The dent in 2005/2006 is owed to another sad episode of Italian football. The punishment for the fixing of matches lead to the relegation of Juventus FC and the deducement of points for Milan, Lazio and Fiorentina with an enourmous impact on the final table. The sentence included deducement of points for the latter ones and Reggina in the following season as well, but the league returned to a regular level of inter season correlation.

Justitia seems to be the only one to ramble up the Serie A.  But there is also a good thing to say about Italian Football: They had a strong regular correlation between seasons even before the big commercial times in football began. If it wasn’t for the scandals, the trend would almost be a straight line, like in Spain.

## Primere División (Spain)

Min.: 0.34 – 1st Qu.: 0.49 – Median: 0.60 – Mean: 0.60 – 3rd Qu.: 0.67 – Max.: 0.91 – SD: 0.13

If there hadn’t been the Serie A scandals, Spains top flight would have been the one with the  strongest average inter season correlation (0.60). With an incredible r of 0.91 in 1994/95 and 0.34 in 1987/88 La Liga holds the record for the highest maximun and minimum values. It also has by far the smallest standard deviation over the last 50 seasons.

Despite only two teams competing for the trophy every year, there obviously is at least some room left for the ascent and decent of other teams. Currently at least more than in Italy or England. If there is this often complained about lack of competiveness, it is to seek at the top of the league.
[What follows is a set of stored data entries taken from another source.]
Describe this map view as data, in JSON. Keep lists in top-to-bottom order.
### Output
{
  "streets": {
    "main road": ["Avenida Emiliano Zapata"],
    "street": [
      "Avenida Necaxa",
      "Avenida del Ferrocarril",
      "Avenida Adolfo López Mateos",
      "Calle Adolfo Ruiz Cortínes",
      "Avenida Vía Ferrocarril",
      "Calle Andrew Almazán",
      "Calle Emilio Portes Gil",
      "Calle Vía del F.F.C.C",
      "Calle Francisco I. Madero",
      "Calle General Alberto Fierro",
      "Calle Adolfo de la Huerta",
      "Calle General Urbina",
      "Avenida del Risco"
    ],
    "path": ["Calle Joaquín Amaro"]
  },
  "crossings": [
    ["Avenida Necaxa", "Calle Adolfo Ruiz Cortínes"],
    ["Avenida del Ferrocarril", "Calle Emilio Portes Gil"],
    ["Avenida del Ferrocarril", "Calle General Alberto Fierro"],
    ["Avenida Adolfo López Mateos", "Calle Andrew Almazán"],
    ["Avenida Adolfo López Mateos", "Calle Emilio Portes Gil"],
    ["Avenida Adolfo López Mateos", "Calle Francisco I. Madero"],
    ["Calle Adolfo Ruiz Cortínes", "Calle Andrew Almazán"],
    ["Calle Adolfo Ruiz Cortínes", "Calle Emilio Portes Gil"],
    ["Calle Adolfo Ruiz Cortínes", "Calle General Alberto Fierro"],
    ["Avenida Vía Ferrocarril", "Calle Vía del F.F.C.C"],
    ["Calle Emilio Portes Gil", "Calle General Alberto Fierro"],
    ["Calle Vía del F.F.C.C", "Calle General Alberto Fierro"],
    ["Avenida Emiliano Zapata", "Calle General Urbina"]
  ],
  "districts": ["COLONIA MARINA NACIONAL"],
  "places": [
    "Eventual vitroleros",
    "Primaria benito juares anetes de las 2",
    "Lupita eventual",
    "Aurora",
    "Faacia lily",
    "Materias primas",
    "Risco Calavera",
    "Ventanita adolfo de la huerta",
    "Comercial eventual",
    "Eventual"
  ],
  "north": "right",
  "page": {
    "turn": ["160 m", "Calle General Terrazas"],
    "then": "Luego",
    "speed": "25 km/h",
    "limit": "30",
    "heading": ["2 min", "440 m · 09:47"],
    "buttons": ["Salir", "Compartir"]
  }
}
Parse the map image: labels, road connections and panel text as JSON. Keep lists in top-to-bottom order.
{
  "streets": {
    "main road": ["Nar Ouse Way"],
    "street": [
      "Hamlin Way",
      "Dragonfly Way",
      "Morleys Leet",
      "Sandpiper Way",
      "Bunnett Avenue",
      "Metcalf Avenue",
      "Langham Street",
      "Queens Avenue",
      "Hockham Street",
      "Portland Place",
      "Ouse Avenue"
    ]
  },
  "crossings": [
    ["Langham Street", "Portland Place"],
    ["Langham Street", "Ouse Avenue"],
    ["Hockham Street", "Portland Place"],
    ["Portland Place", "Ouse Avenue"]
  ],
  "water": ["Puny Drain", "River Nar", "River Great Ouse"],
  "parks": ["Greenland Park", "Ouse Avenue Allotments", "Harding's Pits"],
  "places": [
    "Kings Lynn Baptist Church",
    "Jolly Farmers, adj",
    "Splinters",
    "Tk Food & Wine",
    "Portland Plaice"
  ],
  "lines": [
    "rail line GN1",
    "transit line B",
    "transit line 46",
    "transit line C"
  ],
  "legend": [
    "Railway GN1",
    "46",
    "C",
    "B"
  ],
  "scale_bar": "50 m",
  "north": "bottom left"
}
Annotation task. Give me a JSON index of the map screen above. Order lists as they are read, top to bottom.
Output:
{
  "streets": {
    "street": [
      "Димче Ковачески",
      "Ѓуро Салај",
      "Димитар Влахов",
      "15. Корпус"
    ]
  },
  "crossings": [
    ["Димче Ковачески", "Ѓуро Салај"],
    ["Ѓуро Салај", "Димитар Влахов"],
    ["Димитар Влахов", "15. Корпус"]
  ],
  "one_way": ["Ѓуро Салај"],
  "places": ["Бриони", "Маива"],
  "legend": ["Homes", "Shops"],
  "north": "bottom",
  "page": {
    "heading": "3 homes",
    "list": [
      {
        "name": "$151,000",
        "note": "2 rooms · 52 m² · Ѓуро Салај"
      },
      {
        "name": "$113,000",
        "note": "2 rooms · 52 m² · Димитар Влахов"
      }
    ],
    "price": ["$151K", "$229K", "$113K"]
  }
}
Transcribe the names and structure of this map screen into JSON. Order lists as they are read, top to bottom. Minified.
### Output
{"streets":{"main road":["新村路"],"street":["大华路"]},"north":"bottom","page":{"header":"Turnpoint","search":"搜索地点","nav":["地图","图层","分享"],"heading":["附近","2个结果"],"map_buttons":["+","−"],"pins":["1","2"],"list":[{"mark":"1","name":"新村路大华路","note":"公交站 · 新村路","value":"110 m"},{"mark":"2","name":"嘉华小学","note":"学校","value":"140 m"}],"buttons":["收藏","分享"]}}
## Conclusions and future expectations

A mere look at the inter season correlation presents the picture of La Liga and Serie A conducting as they have done for the last half century and probably will in the future, with medium to strong correlations each year. It’s harder to make predictions for Bundesliga and Ligue 1. Bundesliga’s downward trend with regards to the correlation of club rankings in recent years is due to two extraodinary seasons in the last three years. The current season might give us a clue in which direction it will develop. For the traditionally volatile Ligue 1, an important factor could be the amount of money that flows into the system and whether it will only be targeted at two clubs.

Here lies a weekness of the approach undertaken in this post. The correlation of a league’s two conscecutive seasons may give us an idea how much movement can be expected from year to year, but doesn’t tell much about in which areas of the table there is the most rotation. Because it does’t take into account the point difference between two neighbouring teams, it gives us little insight how close the race for the national title has been.

As the Spanish example shows, inter season correlation can’t express what’s happening at the top. It doesn’t show that the only two serious contenders for the title are Barcelona and Real Madrid. The situation in the Premier League is different. With both Manchester clubs, the London sides Chelsea, Arsenal and Tottenham and Liverpool having nested themselves in a comfortable way at the top of the league, there is not much room left for surprise teams or rotation at all. But on the other hand there are more than just two teams with at  least resonable odds for a bet on them winning the championship. The question is, which option is more attractive for observers of a football league. A very stable league with more contest at the top but not much movement at all or another one with an extremely stable top but some competition from the third rank downwards.